● TASK:
Repeat every line of the material that follows, word for word.
....................
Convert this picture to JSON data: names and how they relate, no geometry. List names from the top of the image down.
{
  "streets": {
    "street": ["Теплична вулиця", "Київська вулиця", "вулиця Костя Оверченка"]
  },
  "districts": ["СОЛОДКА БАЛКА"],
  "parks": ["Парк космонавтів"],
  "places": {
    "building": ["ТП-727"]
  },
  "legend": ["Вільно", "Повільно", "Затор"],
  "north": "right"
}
....................
● ANSWER TO THE EXERCISE:
Convert this picture to JSON data: names and how they relate, no geometry. List names from the top of the image down.
{
  "streets": {
    "street": ["Теплична вулиця", "Київська вулиця", "вулиця Костя Оверченка"]
  },
  "districts": ["СОЛОДКА БАЛКА"],
  "parks": ["Парк космонавтів"],
  "places": {
    "building": ["ТП-727"]
  },
  "legend": ["Вільно", "Повільно", "Затор"],
  "north": "right"
}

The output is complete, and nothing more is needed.